Although we failed to get the one-on-one interview, this was the first time the farther of the LTTE leader had spoken to any journalist. Mr. Ilango said, "We let you speak to him over the phone since you came from Sri Lanka. But if he refused to meet you there's nothing further I can do."

Being Sinhalese obviously worked to our disadvantage this time.Following the commencement of the current peace talks, many high profile local and international news agencies have approached the couple for interviews.

However, the parents remain inflexible in their stand. So much so that they refused a request by their other son (Prabhakaran's older brother) who runs a pro-LTTE web site in Denmark to publish a picture of them on the site.

The father, especially, has an aversion to the media and feels their privacy would be invaded if they agree for interviews.

The local police too has advised the couple not to risk meeting with journalists due to the great opposition to the LTTE in Tamil Nadu.

The couple seems to be leading quite a normal life under the circumstances. Mr. Ilango said, "On a regular day, they take casual walks in the evening." Several journalists have approached the couple in the past during their walk. However, they still will not answer any questions. He went on to say, "But now since they know you're here, they won't come out for about three days."
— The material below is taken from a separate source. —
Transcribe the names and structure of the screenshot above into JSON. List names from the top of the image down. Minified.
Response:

Mr. Ilango admits to being faced with quite an awkward situation when it comes to the parents and the media. "Many journalist have come here asking for interviews and we have had to turn them down. They think that it is we who refuse to let them meet the couple.
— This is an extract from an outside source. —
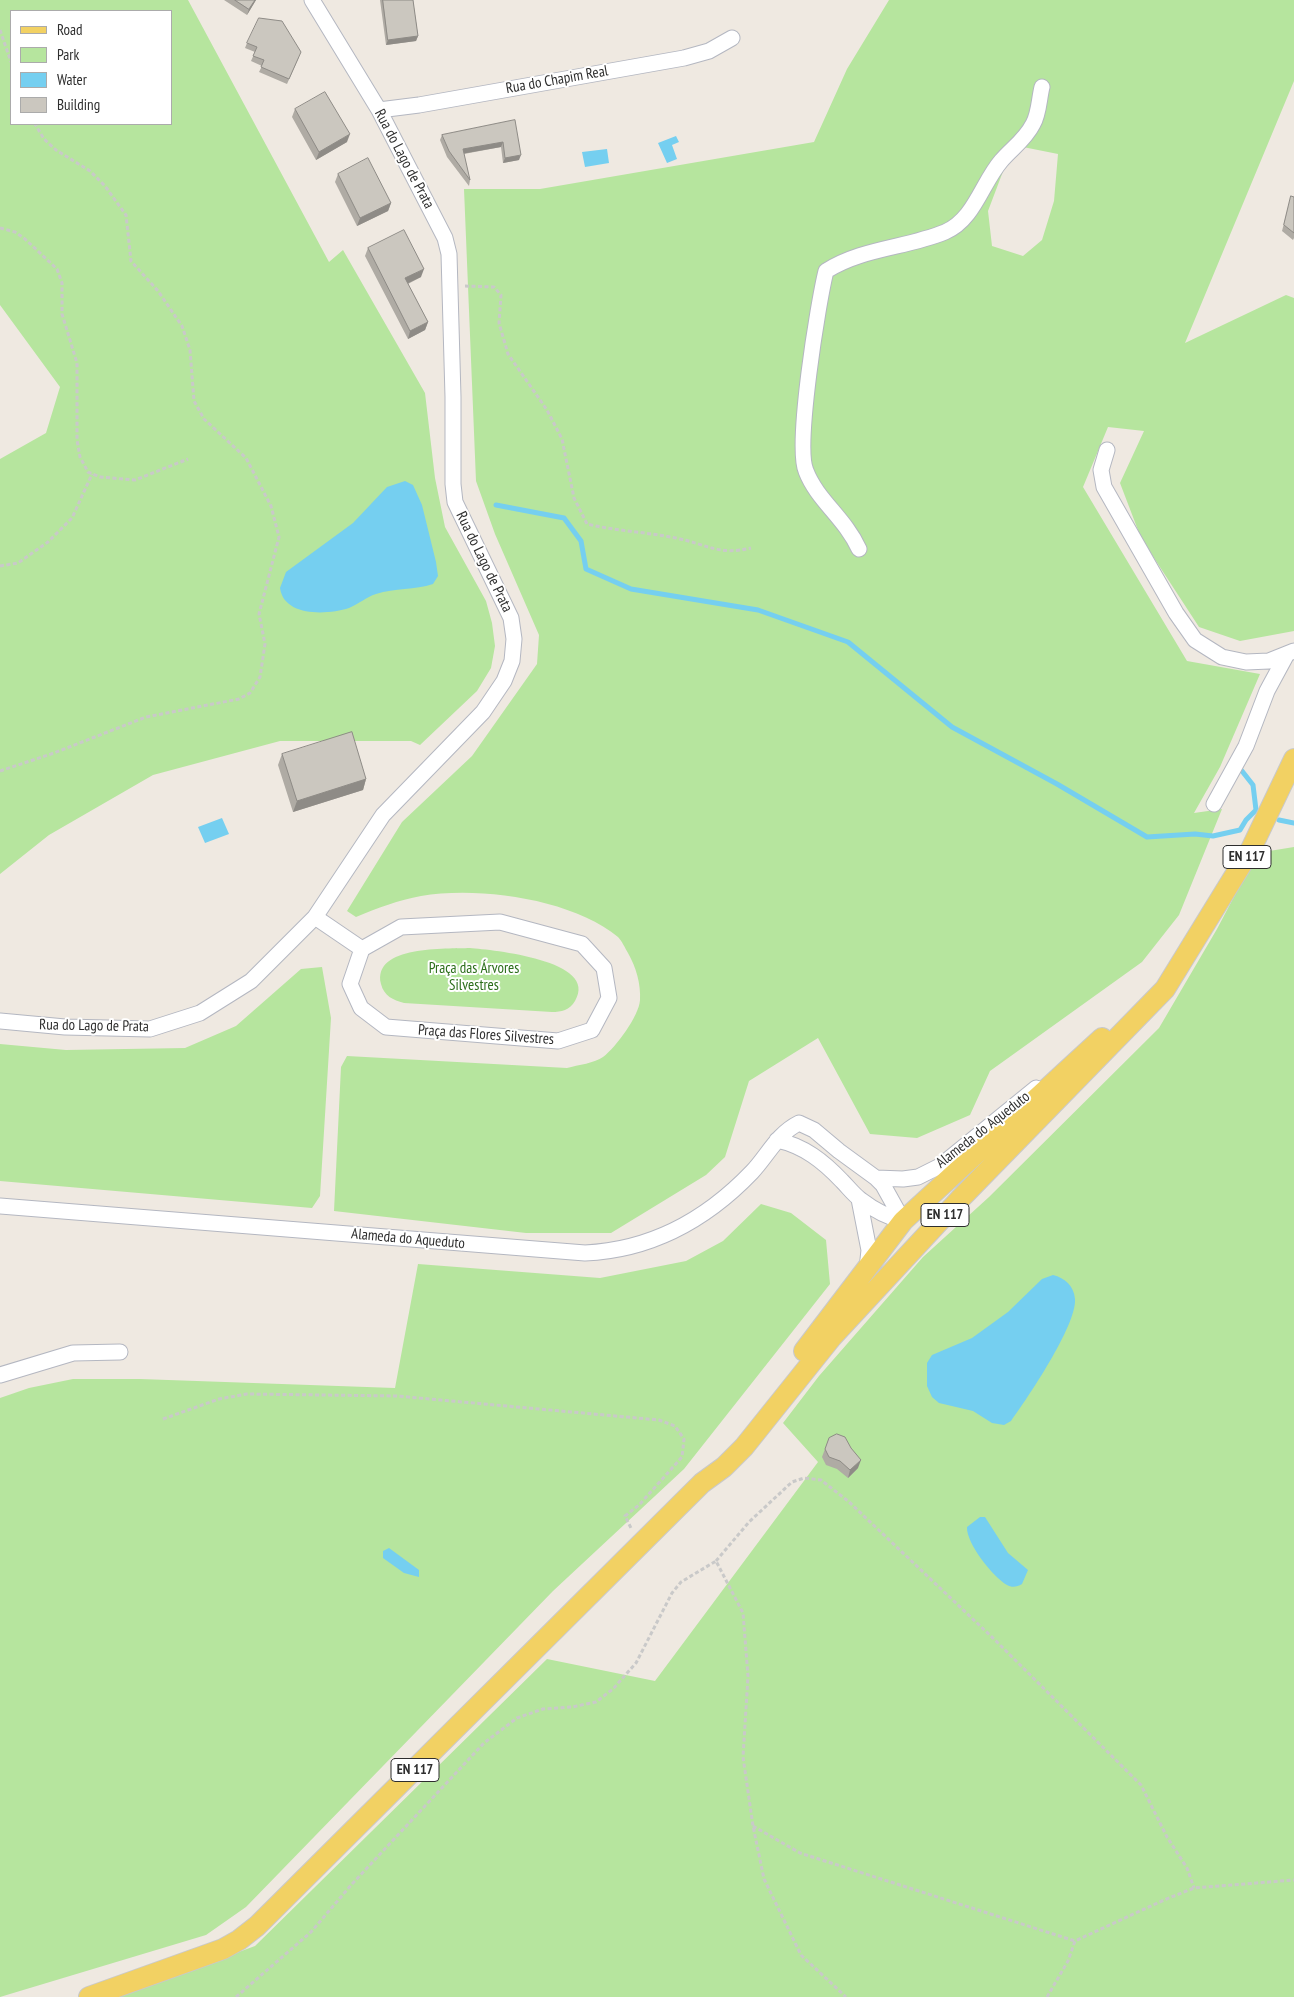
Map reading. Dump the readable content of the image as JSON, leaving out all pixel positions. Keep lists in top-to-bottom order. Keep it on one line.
{"streets":{"main road":["EN 117"],"street":["Rua do Chapim Real","Rua do Lago de Prata","Praça das Flores Silvestres","Alameda do Aqueduto"]},"crossings":[["Rua do Chapim Real","Rua do Lago de Prata"],["EN 117","Alameda do Aqueduto"]],"parks":["Praça das Árvores Silvestres"],"legend":["Road","Park","Water","Building"]}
But the truth is, [the parents] threaten to leave if we allow journalists to visit them."

Mr. Ilango personally feels it would be advantageous if the couple agreed for an interview. "Since they don't talk to anyone, there have been reports that they are living a luxurious life and so on. If they speak out and tell the truth, people will know about their true state."
Their true state is less than mediocre and sad at the least.

The greater likelihood is that the old couple, physically weak and financially impoverished, is living a second rate life unable to return to what they call home while their son fights a "freedom struggle."